Dances Crosses Many Lines: Beth Nielsen Chapman shares stage with Alabama troupe
LaReeca Rucker:
The Clarion-Ledger
She co-wrote the 1998 hit "This Kiss," a song made popular by Mississippi native Faith Hill that became the soundtrack for the movie Practical Magic. It was nominated for a Grammy and was the American Society of Composers, Authors and Publishers' 1999 Song Of The Year.
Beth Nielsen Chapman has also written songs for Bonnie Raitt, Willie Nelson, Trisha Yearwood, Neil Diamond, Patty Griffin and Emmylou Harris, while producing numerous albums of her own.
The singer/songwriter, whose new album "Back to Love" debuted on three Billboard album charts this week, will perform Thursday in Jackson during an International Ballet Competition Regional Dance America performance. The Alabama Dance Theater will present Dances of Faith at 2 p.m. at Thalia Mara Hall.
Chapman will sing music from two previous albums, "Hymns" and "Prism," while the ADT performs.
"Prism: The Human Family Songbook" is a 2007 album sung in nine languages that features a mix of spiritual songs from various traditions, from Buddhism and Judaism to Catholicism. "Hymns" is a 2004 collection of centuries-old Latin liturgical pieces.
Janie Alford, a faculty member of Montgomery's ADT, choreographed Dances of Faith.
Chapman grew up in Montgomery, and her mother took ballet from the ADT as an adult.
"Her mom would bring Beth's CDs," Alford said. "She brought one several years ago when I started choreographing the piece. The element of live music creates a magical energy. There's definitely something for everyone that you can take out of her music, no matter what religion you are, even if you don't have a religion."

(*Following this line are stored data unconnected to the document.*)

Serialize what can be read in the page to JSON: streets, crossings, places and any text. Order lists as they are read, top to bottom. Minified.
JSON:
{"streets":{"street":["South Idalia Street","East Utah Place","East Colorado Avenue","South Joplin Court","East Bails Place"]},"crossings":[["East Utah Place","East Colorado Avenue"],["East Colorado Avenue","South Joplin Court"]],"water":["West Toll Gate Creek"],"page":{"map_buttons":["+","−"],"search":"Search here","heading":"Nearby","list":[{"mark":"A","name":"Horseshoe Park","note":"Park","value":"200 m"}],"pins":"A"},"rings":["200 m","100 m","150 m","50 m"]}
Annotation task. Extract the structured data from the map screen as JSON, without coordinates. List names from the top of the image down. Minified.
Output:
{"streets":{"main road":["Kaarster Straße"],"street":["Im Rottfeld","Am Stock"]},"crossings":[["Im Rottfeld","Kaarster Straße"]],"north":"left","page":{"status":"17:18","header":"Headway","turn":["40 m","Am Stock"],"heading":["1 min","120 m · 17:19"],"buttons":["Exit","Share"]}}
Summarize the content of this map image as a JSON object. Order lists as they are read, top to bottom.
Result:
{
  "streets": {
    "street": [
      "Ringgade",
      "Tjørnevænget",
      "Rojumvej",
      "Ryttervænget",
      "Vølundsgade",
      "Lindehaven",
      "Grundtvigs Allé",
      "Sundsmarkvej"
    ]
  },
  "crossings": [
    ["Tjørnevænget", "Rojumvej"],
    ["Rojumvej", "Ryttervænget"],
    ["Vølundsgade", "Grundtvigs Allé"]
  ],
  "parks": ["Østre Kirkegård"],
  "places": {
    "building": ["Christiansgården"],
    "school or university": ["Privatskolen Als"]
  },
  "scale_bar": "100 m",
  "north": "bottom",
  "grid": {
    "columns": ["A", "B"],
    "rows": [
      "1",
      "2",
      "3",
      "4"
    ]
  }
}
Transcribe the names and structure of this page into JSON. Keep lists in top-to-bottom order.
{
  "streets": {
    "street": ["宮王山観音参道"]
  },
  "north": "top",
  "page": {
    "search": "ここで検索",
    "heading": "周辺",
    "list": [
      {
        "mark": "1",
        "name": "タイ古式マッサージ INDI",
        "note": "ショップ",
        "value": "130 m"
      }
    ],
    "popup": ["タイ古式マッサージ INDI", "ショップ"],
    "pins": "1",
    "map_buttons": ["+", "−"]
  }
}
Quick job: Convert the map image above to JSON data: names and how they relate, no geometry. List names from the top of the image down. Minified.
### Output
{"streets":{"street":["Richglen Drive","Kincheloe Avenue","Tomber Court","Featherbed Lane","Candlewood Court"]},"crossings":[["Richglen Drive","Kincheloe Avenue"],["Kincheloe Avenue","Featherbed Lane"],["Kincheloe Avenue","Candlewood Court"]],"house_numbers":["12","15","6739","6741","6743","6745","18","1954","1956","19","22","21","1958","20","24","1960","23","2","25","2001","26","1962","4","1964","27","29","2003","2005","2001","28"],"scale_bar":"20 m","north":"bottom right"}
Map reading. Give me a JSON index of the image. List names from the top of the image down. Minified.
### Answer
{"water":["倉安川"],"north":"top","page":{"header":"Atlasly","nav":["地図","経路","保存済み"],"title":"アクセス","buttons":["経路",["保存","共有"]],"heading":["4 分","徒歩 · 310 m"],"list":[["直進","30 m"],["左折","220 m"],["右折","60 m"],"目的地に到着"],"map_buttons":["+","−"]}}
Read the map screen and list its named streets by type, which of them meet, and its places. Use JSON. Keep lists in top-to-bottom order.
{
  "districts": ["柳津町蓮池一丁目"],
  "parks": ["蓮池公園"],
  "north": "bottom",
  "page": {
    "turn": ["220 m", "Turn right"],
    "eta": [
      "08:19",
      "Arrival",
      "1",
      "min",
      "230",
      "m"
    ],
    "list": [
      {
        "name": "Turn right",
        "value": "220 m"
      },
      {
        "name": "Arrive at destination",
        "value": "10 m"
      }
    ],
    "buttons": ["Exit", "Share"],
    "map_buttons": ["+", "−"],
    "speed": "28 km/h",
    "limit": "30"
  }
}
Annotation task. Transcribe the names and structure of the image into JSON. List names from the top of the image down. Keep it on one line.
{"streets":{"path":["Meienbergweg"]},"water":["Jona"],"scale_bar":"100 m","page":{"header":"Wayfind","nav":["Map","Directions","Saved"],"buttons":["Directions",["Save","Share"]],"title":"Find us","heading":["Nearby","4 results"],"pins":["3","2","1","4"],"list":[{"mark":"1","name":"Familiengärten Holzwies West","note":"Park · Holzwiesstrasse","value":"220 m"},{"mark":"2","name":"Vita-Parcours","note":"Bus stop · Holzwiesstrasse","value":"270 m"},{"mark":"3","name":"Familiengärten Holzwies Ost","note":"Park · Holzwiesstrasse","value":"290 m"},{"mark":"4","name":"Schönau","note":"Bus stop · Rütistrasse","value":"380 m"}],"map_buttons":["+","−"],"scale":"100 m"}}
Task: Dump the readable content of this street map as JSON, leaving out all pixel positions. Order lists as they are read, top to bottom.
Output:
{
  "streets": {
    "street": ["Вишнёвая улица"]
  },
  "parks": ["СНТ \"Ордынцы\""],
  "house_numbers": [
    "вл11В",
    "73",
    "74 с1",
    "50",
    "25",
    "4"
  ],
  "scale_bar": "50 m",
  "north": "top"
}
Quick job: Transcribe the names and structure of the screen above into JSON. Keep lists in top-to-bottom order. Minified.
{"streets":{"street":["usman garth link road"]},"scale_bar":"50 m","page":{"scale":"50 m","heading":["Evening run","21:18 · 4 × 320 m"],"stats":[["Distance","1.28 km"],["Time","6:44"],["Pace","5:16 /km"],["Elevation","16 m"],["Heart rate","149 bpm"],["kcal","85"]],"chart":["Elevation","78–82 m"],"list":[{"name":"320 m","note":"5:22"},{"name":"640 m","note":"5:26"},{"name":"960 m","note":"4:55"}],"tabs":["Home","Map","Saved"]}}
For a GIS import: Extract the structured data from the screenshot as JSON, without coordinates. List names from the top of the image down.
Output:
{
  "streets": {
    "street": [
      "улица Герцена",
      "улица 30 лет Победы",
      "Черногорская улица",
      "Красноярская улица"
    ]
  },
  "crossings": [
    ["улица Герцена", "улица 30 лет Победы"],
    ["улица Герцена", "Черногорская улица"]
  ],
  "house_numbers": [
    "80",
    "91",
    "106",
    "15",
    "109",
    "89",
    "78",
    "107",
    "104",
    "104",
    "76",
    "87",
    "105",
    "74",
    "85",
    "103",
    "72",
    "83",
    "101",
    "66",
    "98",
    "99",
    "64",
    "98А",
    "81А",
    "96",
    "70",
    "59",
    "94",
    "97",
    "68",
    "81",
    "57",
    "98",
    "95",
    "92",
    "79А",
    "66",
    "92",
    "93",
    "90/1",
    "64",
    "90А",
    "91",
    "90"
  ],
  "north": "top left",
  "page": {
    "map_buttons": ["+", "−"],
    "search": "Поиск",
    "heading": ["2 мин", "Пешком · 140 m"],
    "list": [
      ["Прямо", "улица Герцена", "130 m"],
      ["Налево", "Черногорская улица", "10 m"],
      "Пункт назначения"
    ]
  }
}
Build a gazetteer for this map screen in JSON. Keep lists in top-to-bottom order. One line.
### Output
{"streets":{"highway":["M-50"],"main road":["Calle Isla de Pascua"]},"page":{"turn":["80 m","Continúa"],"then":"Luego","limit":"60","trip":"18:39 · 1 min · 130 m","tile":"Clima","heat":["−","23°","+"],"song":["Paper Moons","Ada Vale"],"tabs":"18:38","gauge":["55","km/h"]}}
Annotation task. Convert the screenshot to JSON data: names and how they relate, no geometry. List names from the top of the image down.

Chapman, who spoke by phone from New York Monday, said she will perform "That Mystery" from "Prism."
"It talks about the different cultures and ways people sing in devotion," she said.
She also plans to sing the traditional Hebrew song "Shalom Alecheim" (Peace be upon you).
The Nashville-based singer/songwriter was born in Harlingen, Texas, as the middle child of five raised by an Air Force major and nurse. When the family moved from Germany to Alabama in 1969, Chapman brought her guitar to the U.S.
Influenced by the Vietnam War, the death of Martin Luther King Jr. and a trip to a Munich concentration camp, Chapman said she began to sense the "existential depth of human suffering for the first time."
"Then my dad came home with the orders that we were moving to Montgomery, Ala., the hotbed of the Civil Rights Movement," she said on her website. "I held onto that guitar for dear life."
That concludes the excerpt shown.